What’s new about the way Ontario schools are approaching mental health?

While mental health lessons have long been a part of H&PE, the revised curriculua are treating the subject in some new and effective ways.

Mental health topics are now woven through many subject areas...

The biggest change to the way mental health is being taught is that the subject, which was once treated as a stand-alone topic, is now being taught through all areas of the Healthy Living strand, as well as in other subject areas across the full curriculum.

“Over the past twenty years, we’ve seen a remarkable shift in the ways health is taught in schools,” comments Alyson Beben, a health educator and curriculum writer. “In the past, health education often focused on the dangers of substance use; and topics such as mental health were rarely discussed in the classroom. Now, teachers understand that the social determinants of health—which include gender, race, housing and socio-economic status among many others—significantly affect the health of any person, and that schools and communities have an important role in health promotion.”

By coming to understand how the topic is related to all areas of their lives, students are now learning that mental health is much more than the absence of mental illness. “Mental health involves a healthy balance of all aspects of life—physical, intellectual, social, emotional and spiritual,” comments Gardner. “A person with good mental health is able to think, feel, act and interact in a way that permits him or her to enjoy life while also being able to cope with challenges that arise.”

There’s a strong focus on skill-building and resilience...
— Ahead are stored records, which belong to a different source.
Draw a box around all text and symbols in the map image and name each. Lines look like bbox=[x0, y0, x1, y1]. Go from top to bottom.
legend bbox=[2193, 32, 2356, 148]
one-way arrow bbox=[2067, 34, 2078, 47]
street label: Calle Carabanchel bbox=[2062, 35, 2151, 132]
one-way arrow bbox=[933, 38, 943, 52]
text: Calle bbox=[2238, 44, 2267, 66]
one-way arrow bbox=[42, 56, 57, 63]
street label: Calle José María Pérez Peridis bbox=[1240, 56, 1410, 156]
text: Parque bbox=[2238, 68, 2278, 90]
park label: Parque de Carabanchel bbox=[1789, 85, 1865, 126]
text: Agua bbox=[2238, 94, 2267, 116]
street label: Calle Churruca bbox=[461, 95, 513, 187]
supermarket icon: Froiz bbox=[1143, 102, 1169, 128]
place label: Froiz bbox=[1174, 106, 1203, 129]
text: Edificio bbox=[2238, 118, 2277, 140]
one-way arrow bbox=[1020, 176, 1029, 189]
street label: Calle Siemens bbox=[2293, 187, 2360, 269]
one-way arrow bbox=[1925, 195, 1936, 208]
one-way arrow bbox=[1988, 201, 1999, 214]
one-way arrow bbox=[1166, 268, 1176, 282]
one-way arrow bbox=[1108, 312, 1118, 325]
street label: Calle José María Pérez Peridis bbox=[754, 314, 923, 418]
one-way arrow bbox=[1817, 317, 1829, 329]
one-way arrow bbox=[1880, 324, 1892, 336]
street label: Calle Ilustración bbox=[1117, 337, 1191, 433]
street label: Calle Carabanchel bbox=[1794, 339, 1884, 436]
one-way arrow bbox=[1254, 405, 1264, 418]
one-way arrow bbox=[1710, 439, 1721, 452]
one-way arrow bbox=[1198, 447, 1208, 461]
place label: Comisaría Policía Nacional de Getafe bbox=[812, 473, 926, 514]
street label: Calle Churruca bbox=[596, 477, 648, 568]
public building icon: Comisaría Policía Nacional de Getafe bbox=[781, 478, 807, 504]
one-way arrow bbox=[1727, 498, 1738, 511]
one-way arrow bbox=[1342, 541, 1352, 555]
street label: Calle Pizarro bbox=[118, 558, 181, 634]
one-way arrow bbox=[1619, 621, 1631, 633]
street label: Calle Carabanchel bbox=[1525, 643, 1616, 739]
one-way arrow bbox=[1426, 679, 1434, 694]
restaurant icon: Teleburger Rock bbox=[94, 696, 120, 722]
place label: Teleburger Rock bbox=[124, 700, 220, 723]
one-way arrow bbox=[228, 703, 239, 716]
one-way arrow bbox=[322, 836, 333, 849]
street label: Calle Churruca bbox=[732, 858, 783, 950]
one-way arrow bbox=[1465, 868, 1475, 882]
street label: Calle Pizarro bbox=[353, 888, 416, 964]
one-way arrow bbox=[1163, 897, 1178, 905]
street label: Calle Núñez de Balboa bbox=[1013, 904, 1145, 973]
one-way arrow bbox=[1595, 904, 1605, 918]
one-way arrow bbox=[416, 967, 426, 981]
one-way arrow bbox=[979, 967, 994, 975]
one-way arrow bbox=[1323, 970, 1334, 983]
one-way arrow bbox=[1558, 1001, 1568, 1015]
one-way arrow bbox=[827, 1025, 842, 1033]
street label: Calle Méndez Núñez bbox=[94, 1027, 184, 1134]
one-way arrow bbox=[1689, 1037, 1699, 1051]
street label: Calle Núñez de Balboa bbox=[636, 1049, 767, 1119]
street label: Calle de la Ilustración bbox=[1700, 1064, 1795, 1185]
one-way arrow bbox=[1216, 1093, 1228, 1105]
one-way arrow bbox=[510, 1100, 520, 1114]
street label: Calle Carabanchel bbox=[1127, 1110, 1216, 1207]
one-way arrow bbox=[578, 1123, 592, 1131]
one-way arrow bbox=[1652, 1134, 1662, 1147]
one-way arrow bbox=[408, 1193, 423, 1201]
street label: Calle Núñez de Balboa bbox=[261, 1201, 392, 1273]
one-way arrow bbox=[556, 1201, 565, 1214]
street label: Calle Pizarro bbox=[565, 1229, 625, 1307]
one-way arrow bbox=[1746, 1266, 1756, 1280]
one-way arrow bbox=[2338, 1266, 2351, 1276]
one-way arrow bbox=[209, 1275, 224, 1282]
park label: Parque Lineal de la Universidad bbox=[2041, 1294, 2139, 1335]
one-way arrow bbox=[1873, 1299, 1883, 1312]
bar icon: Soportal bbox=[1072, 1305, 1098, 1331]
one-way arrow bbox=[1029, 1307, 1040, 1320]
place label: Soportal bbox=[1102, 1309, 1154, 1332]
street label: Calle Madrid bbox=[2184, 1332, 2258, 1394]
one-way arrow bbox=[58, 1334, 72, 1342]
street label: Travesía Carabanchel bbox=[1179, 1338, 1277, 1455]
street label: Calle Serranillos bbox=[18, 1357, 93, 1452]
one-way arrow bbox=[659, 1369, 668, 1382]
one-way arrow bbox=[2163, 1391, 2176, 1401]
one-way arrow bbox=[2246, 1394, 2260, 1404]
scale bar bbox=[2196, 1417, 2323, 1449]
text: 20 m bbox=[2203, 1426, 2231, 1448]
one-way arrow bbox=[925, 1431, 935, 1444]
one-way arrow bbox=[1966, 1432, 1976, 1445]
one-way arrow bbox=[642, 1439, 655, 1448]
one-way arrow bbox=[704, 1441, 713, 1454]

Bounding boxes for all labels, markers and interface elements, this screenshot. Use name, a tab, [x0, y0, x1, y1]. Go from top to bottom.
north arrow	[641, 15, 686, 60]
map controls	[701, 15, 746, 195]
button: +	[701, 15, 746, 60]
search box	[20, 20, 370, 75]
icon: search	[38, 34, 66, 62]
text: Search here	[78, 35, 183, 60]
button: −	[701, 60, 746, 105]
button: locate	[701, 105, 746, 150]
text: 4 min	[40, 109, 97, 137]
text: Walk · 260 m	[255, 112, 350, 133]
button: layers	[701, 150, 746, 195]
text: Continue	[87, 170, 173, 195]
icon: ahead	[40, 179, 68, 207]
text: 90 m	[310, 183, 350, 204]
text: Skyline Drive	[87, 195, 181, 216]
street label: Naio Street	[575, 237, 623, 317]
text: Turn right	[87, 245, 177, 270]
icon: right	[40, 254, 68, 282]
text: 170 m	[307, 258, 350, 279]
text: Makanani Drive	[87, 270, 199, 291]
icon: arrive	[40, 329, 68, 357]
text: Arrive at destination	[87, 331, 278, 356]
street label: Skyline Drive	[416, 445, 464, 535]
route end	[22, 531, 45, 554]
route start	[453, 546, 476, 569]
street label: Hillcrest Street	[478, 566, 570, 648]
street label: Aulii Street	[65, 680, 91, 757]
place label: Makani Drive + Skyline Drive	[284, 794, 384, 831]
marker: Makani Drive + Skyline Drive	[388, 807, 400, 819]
The ability to bounce back from life’s challenges and changes is often called resilience. In the H&PE curriculum, resilience is fostered through the Living Skills (a set of personal, interpersonal, and critical and creative thinking skills) which are woven through all three strands at both the elementary and secondary levels. As they get active in the gym and work to build their physical literacy, students also learn how to solve problems, think critically, manage real-world situations and get along with others.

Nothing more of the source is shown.